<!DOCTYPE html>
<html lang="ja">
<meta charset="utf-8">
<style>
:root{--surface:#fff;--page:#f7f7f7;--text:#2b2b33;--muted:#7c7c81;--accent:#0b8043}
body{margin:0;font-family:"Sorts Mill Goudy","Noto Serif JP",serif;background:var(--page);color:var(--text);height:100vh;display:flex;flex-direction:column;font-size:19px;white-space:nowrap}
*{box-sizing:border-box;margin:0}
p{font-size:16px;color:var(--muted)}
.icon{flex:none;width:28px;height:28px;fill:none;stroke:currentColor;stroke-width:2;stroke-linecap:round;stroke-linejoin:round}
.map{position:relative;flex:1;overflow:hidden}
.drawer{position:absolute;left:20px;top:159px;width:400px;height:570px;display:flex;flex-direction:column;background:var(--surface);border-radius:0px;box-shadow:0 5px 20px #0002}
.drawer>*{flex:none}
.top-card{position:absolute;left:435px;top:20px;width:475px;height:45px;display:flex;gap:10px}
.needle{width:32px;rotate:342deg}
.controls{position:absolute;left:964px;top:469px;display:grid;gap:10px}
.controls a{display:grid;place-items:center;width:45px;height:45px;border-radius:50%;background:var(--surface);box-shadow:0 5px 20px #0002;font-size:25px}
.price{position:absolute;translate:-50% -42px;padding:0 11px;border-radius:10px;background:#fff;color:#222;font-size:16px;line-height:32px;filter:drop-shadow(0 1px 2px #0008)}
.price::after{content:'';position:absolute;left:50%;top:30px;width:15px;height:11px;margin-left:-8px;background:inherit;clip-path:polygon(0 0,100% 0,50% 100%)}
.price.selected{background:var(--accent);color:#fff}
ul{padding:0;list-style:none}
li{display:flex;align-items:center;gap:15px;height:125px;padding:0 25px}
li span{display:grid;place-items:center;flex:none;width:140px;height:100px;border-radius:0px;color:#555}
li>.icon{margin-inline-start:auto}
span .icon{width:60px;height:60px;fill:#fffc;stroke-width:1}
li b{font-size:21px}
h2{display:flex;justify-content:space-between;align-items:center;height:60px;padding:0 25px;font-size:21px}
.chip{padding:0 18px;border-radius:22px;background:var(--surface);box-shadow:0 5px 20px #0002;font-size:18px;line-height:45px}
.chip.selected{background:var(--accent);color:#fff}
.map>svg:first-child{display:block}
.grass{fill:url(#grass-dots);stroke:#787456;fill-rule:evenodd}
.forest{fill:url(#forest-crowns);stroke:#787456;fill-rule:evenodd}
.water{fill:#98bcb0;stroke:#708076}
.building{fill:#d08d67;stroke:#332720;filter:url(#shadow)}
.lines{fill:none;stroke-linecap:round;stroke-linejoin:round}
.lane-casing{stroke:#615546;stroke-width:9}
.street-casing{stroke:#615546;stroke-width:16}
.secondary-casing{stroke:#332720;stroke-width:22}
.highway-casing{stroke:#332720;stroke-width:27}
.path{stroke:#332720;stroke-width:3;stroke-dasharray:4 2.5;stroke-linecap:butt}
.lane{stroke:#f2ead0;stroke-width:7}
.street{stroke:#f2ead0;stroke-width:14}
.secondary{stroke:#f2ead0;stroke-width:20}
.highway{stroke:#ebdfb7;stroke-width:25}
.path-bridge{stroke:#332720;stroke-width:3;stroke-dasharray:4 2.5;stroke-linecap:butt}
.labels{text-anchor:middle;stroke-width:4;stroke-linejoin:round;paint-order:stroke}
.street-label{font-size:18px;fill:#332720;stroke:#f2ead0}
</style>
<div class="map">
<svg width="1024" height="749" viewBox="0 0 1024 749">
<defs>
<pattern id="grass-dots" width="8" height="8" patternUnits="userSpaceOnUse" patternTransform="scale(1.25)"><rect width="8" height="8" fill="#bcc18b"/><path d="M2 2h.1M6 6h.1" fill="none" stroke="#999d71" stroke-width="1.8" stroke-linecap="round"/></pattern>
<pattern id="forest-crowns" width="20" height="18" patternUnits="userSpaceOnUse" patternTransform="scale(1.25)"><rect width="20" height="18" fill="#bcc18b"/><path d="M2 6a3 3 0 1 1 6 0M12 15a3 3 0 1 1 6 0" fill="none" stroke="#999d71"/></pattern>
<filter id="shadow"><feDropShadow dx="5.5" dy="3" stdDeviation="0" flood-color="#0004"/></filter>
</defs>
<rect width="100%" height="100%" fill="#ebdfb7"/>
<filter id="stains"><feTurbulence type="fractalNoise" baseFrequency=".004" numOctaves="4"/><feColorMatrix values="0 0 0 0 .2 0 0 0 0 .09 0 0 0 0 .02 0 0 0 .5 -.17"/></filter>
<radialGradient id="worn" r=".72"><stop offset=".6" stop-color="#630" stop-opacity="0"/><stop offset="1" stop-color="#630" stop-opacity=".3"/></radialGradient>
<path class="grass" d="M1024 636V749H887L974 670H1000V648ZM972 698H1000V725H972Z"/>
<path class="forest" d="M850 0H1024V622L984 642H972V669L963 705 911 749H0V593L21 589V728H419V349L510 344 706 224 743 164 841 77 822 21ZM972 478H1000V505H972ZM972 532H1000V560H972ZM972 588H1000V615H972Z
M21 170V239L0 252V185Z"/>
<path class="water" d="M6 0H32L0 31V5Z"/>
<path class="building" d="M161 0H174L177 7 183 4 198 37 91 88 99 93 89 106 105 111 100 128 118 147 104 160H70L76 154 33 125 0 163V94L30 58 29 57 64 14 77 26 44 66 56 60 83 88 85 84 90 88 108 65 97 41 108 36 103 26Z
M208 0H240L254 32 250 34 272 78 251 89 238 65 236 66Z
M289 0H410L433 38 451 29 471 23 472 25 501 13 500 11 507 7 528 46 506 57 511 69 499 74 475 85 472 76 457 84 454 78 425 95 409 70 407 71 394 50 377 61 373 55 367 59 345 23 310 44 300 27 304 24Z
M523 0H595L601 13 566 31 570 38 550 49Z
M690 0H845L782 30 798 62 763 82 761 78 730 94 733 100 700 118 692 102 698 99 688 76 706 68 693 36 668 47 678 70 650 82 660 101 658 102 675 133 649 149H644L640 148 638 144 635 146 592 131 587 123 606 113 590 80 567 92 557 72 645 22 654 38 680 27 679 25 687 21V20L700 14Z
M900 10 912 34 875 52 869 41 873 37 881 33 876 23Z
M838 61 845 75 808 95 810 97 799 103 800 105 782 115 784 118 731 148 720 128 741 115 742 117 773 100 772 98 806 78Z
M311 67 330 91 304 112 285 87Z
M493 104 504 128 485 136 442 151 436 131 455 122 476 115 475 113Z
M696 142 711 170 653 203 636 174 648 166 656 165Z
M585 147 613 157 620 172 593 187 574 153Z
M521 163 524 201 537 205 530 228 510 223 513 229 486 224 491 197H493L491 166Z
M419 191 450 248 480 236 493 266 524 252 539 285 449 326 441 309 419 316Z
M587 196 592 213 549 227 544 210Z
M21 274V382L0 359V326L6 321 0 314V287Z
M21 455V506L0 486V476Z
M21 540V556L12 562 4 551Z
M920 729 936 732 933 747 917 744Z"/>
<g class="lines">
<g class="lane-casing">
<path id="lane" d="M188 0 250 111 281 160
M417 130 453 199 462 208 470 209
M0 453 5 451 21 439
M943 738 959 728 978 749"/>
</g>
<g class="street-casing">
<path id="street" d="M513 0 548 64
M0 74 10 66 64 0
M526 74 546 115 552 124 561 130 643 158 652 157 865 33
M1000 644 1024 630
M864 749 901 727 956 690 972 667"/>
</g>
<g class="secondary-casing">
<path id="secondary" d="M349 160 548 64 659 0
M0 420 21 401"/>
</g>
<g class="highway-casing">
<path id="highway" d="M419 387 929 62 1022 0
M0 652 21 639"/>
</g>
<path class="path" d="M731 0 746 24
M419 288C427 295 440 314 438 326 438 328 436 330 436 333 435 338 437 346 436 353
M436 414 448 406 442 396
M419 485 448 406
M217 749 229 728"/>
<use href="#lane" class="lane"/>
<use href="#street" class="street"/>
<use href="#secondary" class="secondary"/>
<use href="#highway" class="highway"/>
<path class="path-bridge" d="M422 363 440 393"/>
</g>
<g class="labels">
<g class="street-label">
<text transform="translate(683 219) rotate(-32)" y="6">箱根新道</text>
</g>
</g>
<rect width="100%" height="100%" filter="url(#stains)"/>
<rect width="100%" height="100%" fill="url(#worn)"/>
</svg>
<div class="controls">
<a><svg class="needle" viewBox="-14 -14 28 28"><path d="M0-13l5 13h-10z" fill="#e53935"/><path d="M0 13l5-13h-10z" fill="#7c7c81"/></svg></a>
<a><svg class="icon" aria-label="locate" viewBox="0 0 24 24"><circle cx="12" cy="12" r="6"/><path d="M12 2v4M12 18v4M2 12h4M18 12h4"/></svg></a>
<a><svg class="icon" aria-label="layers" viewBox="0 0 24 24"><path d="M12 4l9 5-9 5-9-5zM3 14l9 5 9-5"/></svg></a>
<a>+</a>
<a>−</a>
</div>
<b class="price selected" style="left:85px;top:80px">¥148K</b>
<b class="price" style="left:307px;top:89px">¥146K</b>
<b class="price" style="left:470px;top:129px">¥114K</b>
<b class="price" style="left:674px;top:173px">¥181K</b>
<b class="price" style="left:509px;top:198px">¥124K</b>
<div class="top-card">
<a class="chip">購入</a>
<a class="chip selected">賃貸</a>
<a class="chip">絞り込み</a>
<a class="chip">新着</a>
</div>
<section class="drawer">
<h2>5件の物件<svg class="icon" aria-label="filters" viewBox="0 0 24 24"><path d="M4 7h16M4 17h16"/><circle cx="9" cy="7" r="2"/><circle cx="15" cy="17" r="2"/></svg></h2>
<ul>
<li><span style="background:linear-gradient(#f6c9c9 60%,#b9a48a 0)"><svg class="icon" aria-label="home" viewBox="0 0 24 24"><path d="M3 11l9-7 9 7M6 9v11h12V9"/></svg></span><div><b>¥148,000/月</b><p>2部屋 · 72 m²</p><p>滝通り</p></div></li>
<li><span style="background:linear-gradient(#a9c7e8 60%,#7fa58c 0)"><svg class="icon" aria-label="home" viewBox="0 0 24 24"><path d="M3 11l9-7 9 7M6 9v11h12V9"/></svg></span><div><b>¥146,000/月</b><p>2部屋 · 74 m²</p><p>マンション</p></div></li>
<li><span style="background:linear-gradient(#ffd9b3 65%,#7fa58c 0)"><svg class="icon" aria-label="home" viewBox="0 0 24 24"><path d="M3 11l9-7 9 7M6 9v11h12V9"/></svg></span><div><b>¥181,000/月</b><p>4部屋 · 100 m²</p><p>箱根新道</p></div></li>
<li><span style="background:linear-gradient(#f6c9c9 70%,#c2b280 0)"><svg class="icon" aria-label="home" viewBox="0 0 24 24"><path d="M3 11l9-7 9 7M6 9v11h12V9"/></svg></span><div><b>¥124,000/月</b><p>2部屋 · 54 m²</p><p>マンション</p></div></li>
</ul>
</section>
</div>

- WHAT THE TASK REQUIRES
Scan the listing above, and wherever a line holds the word "direction", copy it.

- RESPONSE TO THE EXERCISE
body{margin:0;font-family:"Sorts Mill Goudy","Noto Serif JP",serif;background:var(--page);color:var(--text);height:100vh;display:flex;flex-direction:column;font-size:19px;white-space:nowrap}
.drawer{position:absolute;left:20px;top:159px;width:400px;height:570px;display:flex;flex-direction:column;background:var(--surface);border-radius:0px;box-shadow:0 5px 20px #0002}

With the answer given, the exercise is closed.